'Condemning the unhoused is not the solution,' says Turning Points

Changing face of homeless

The director of housing at Vernon's Turning Points Collaborative Society says issues surrounding crime, homelessness and drug use in downtown Vernon are not as simple as pointing a finger at the outreach and shelter provider.

"It's disappointing to be portrayed negatively," Shelley Kiefiuk said Thursday, following concerns raised by downtown residents.

"We can't bare responsibility for all instances of crime downtown."

Kiefiuk says being a good neighbour "is extremely important to us – and to the people who use our services."

"We experience some of the same issues at our own sites, and our staff and clients help to look after situations.

"We have two professional security persons on site 24/7, staff hourly make rounds and grounds checks. We engage with people if they are loitering outside and not using our services.

"We want neighbours to know they can reach out to us with concerns ... the system seems to be working well. We want them to know they can call any time."

Kiefiuk acknowledged Turning Points may be an easy target when residents are fed up and afraid – but the matter is not as simple as people may think.

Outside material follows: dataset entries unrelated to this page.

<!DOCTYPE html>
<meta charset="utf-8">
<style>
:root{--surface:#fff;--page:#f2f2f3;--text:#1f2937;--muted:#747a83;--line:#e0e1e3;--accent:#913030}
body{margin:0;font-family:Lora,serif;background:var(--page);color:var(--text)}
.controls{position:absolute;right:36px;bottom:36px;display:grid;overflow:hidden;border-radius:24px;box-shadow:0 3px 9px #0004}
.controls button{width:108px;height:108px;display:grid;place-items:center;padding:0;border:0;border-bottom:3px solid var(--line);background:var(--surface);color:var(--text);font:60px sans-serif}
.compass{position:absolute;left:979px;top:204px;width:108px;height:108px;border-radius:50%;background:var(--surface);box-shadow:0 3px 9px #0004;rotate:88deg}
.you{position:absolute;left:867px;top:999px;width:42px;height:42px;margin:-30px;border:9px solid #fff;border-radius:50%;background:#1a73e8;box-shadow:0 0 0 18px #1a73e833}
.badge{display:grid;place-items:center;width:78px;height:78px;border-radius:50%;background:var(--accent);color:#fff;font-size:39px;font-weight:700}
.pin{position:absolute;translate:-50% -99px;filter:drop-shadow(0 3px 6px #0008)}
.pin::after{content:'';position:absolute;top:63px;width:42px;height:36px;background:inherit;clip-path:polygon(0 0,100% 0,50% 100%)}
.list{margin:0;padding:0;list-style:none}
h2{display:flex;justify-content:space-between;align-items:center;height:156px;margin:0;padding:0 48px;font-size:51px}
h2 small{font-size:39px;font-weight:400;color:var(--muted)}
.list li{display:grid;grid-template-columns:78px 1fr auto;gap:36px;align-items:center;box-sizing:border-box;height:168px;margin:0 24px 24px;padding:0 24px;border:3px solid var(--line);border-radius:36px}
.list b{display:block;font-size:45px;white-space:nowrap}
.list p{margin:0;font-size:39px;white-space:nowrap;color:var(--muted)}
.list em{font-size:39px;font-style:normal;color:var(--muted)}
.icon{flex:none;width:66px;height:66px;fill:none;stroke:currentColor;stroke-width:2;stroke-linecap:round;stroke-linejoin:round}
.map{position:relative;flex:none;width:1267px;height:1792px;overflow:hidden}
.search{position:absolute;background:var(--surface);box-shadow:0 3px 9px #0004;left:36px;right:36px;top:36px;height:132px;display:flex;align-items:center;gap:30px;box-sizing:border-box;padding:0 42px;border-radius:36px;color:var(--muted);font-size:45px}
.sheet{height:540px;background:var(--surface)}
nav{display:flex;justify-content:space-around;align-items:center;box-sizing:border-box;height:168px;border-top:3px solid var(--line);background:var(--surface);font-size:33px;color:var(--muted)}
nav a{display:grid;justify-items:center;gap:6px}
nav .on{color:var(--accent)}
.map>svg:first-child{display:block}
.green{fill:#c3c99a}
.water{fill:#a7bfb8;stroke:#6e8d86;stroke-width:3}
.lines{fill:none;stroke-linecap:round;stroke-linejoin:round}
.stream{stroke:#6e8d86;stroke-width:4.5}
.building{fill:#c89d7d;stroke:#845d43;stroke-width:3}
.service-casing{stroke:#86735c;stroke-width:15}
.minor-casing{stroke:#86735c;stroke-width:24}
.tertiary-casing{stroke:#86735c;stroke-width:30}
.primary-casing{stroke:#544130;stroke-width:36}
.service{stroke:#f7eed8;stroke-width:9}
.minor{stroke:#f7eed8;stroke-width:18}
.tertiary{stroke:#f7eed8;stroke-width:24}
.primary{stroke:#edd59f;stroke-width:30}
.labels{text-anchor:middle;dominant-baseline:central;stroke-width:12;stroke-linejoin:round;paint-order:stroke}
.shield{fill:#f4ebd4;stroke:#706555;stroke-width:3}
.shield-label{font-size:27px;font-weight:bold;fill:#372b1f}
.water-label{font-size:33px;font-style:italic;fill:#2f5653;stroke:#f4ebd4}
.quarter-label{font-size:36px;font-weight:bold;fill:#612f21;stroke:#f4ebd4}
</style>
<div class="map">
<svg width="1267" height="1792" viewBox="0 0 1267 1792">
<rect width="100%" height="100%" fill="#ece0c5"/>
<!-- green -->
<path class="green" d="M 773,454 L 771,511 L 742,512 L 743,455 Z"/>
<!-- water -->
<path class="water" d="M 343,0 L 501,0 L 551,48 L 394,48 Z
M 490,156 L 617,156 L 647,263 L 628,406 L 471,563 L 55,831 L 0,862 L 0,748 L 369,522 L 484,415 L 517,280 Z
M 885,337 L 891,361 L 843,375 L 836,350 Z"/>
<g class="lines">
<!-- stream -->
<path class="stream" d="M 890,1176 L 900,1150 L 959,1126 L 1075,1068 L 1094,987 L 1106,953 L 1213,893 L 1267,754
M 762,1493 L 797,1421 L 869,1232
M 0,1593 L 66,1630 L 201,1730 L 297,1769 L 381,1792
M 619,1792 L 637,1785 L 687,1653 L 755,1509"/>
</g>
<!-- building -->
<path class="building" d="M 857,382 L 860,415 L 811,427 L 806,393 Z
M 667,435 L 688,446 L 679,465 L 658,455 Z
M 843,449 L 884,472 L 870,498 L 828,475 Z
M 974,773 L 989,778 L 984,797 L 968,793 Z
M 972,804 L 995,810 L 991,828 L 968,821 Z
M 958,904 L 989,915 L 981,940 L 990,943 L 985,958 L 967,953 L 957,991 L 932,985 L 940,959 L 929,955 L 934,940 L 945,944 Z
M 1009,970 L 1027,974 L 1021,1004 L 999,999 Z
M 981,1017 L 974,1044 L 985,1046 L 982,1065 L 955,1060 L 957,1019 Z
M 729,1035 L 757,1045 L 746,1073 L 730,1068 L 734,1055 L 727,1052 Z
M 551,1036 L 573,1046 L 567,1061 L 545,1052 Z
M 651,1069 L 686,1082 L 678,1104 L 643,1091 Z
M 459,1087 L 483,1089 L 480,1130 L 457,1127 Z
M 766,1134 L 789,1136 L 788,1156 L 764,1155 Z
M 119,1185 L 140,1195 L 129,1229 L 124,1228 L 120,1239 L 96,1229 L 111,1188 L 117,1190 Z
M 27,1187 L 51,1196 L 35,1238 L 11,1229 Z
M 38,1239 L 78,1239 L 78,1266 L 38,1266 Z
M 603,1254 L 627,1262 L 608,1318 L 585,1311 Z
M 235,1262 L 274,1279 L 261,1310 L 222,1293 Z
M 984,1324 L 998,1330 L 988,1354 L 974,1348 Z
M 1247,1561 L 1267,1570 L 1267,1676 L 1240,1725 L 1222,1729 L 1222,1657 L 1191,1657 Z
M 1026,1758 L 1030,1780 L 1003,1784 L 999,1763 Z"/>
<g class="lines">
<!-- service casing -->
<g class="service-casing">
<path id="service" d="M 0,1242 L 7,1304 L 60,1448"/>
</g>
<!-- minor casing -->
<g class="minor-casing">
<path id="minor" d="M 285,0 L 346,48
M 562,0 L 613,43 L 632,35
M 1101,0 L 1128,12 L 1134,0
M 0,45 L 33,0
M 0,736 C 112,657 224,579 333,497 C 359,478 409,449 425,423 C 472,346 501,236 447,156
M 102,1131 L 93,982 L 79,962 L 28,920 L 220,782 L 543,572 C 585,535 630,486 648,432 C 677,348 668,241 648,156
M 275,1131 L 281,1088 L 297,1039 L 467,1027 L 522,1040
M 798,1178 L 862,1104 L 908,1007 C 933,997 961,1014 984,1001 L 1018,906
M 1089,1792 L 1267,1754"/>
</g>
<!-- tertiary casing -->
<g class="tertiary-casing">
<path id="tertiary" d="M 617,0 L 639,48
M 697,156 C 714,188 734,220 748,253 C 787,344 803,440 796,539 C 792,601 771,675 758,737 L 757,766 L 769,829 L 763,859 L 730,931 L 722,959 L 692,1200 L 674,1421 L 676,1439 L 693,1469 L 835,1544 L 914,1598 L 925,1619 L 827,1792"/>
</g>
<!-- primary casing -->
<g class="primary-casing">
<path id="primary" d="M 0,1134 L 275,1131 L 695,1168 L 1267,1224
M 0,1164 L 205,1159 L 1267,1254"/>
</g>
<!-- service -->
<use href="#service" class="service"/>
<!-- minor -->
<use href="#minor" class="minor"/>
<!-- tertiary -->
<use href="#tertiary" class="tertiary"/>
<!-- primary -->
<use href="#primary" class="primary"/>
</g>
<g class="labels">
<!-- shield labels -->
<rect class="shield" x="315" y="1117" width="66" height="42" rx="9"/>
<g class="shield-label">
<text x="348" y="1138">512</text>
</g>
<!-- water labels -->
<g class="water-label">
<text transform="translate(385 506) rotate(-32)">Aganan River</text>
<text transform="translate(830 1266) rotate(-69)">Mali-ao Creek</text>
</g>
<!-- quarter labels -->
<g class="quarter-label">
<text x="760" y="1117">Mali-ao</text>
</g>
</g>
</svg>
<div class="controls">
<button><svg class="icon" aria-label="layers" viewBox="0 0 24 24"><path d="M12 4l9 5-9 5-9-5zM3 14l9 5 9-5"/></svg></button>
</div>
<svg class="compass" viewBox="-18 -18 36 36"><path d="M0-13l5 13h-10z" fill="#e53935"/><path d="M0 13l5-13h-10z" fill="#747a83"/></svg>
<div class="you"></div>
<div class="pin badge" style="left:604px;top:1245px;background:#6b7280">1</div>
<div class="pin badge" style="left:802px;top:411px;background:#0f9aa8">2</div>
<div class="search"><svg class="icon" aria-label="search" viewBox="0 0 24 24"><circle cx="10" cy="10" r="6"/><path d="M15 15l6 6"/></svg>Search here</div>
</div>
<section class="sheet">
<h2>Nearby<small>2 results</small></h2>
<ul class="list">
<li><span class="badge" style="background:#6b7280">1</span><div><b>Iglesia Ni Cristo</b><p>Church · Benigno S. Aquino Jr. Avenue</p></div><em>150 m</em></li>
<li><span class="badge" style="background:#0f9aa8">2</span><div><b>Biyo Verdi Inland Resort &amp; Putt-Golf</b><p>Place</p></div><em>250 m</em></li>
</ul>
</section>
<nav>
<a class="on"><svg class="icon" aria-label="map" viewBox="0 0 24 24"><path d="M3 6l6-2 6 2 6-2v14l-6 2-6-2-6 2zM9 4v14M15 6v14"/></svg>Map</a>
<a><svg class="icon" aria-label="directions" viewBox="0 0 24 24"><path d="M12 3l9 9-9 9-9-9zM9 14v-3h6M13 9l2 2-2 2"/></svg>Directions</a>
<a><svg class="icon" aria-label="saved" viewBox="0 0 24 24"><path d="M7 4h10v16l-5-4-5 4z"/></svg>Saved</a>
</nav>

"Condemning the unhoused is not the solution.... Things are not completely within our control" when they happen off site, Kiefiuk said.

She said the "stereotypical face of homelessness" is changing.

People make assumptions about substance use, mental health and that those on the street are coming from other communities, she said – "but now, it's families, working families ... it's all tied to the cost of living, the cost of housing. Maybe they have lost employment during the pandemic.

"People are competing for what little rentals are available. There are bidding wars."

All this and more can lead to people being on the street or living out of their cars.

Kiefiuk says what Turning Points can do is "continue to use the strategies we have to foster healthy community relationships."

"We work hard to provide shelter and housing to vulnerable community members."

Over the past two and half years, Kiefiuk said Turning Points has built or purchased 147 units of housing in Vernon, and another 104 are on the way.

The organization currently has 91 clients in shelter spaces and turns away an average of three people a night. Its hotel room room program utilizes 87 hotel/motel rooms and houses 144 people.

"These people would otherwise be on the streets," she says.

The hotel occupants include 11 families with children.

Downtown issues came up at Vernon city council this week following instances of makeshift shelters being set up on private property, public defecation, and allegations of criminal activity in the area around the Schubert Centre.

Kiefiuk said Turning Points has nothing to do with what may go on in a privately owned apartment building.

"We understand the impact of the unhoused and unhelped on the community," said Kiefiuk. "We respond by continuing to do the good work we are doing."